▸ **What the exercise asks**: Which lines of the data contain the string "JSON"? Copy every one.

▸ **Material provided**:
* * *

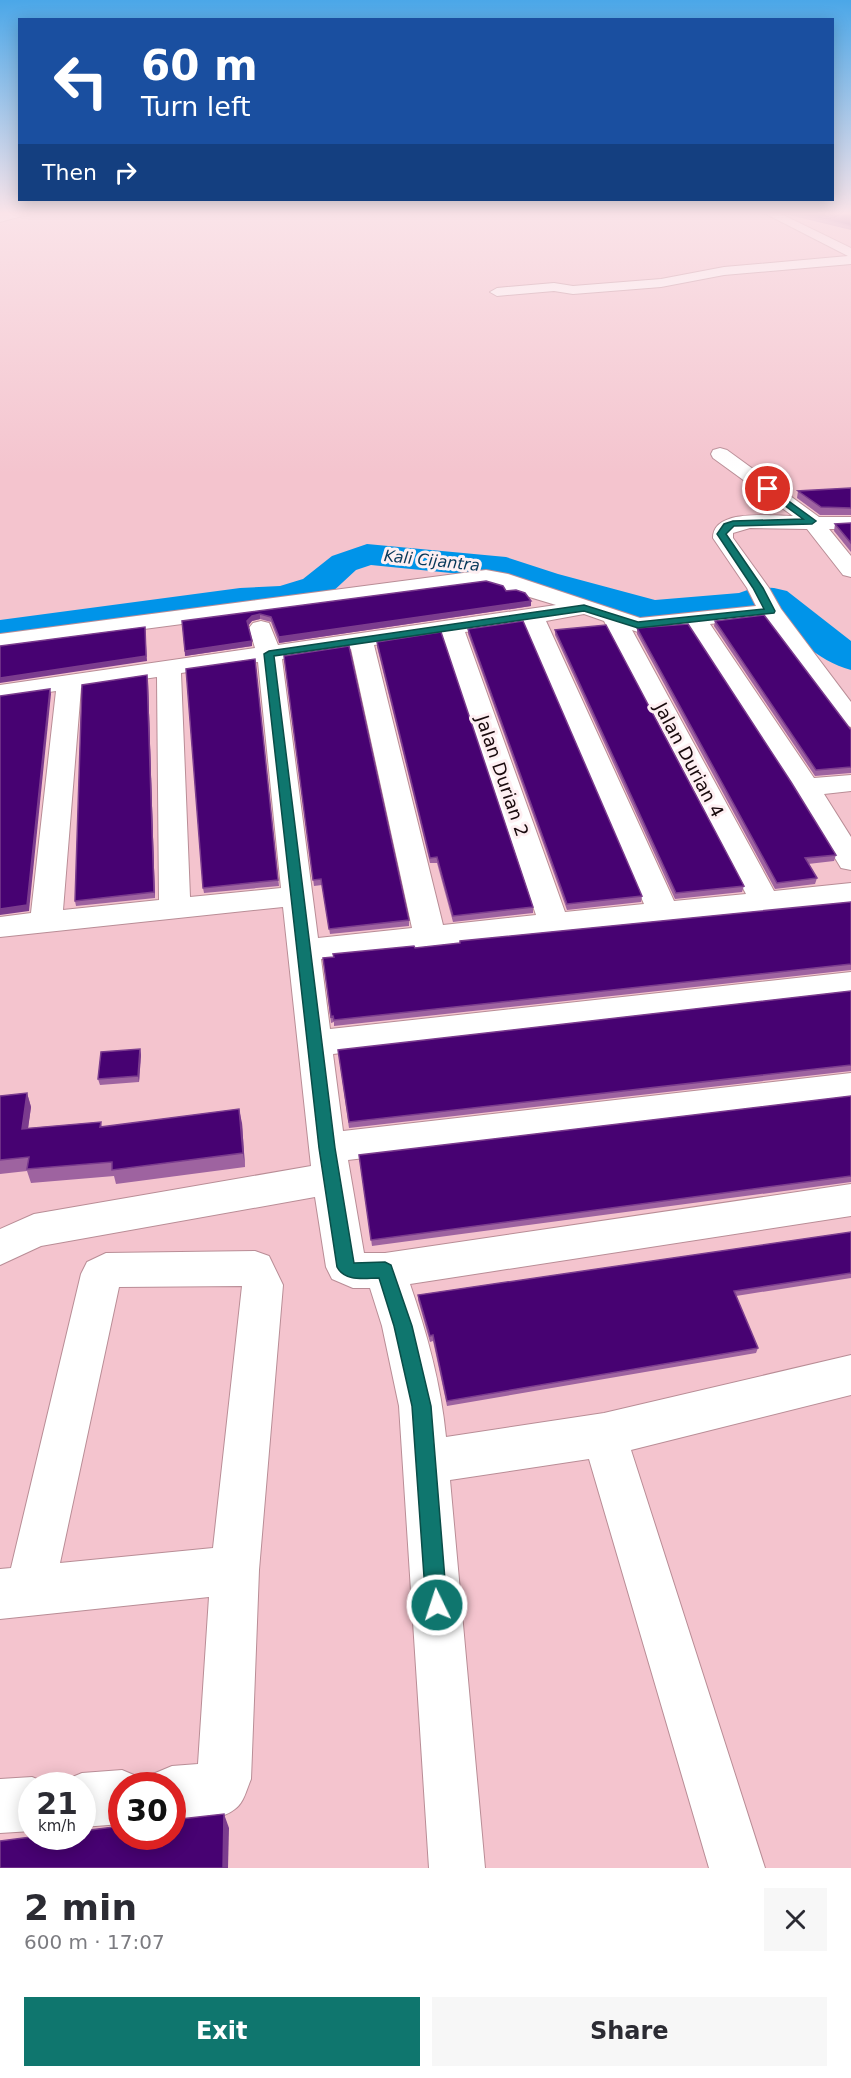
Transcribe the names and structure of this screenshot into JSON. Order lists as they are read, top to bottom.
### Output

* * *

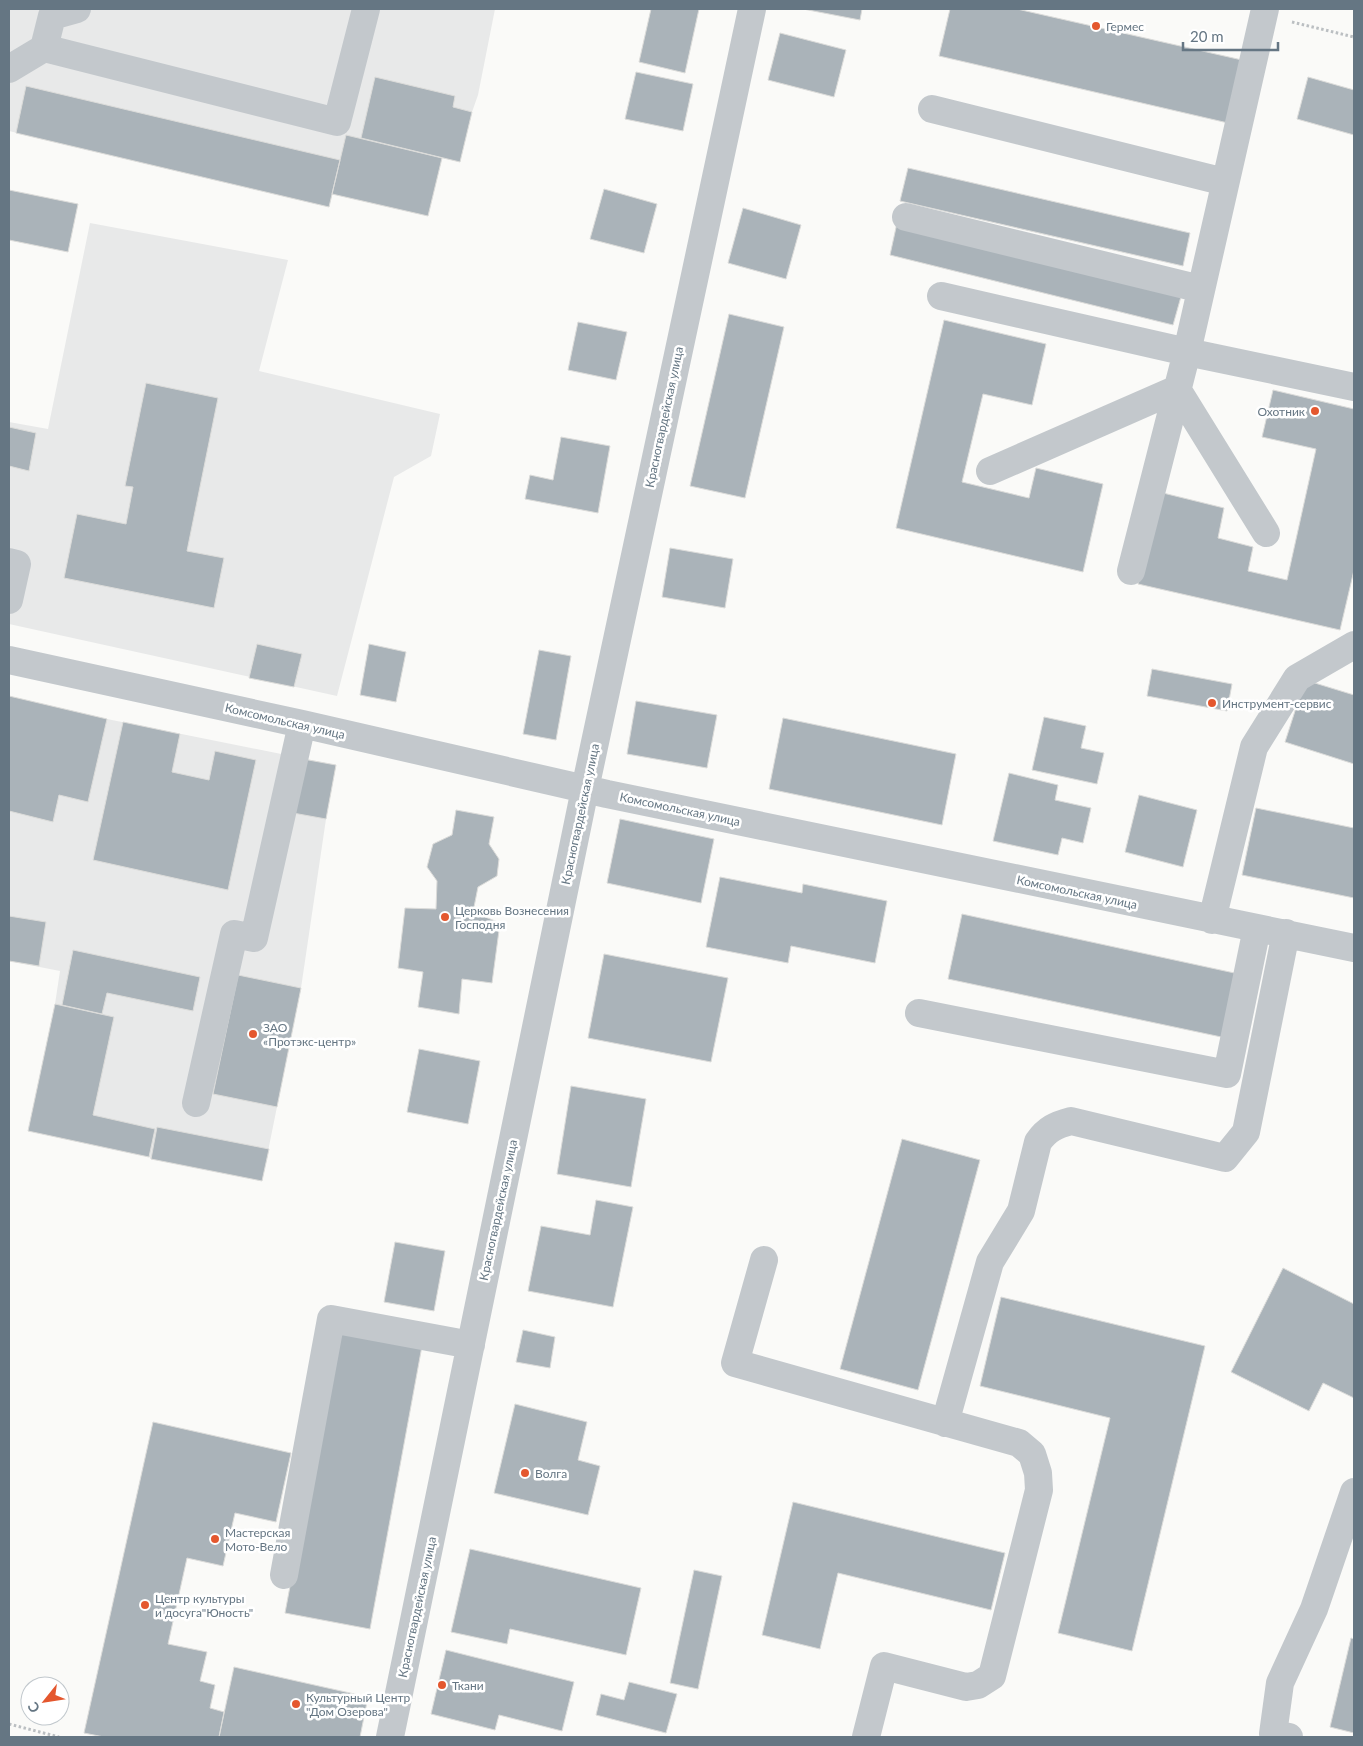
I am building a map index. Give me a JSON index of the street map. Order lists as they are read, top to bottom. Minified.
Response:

* * *

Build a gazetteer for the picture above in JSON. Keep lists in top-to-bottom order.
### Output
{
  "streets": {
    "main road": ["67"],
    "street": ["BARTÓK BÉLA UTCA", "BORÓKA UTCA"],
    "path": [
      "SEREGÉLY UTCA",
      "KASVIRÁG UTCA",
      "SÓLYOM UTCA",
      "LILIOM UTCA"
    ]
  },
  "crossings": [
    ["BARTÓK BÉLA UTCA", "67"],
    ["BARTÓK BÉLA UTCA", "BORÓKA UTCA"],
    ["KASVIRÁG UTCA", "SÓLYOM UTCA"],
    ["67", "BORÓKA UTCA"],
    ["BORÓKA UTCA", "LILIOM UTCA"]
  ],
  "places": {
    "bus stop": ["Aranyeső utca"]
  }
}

* * *

▸ **Output for this task**:
Transcribe the names and structure of this screenshot into JSON. Order lists as they are read, top to bottom.
I am building a map index. Give me a JSON index of the street map. Order lists as they are read, top to bottom. Minified.
Build a gazetteer for the picture above in JSON. Keep lists in top-to-bottom order.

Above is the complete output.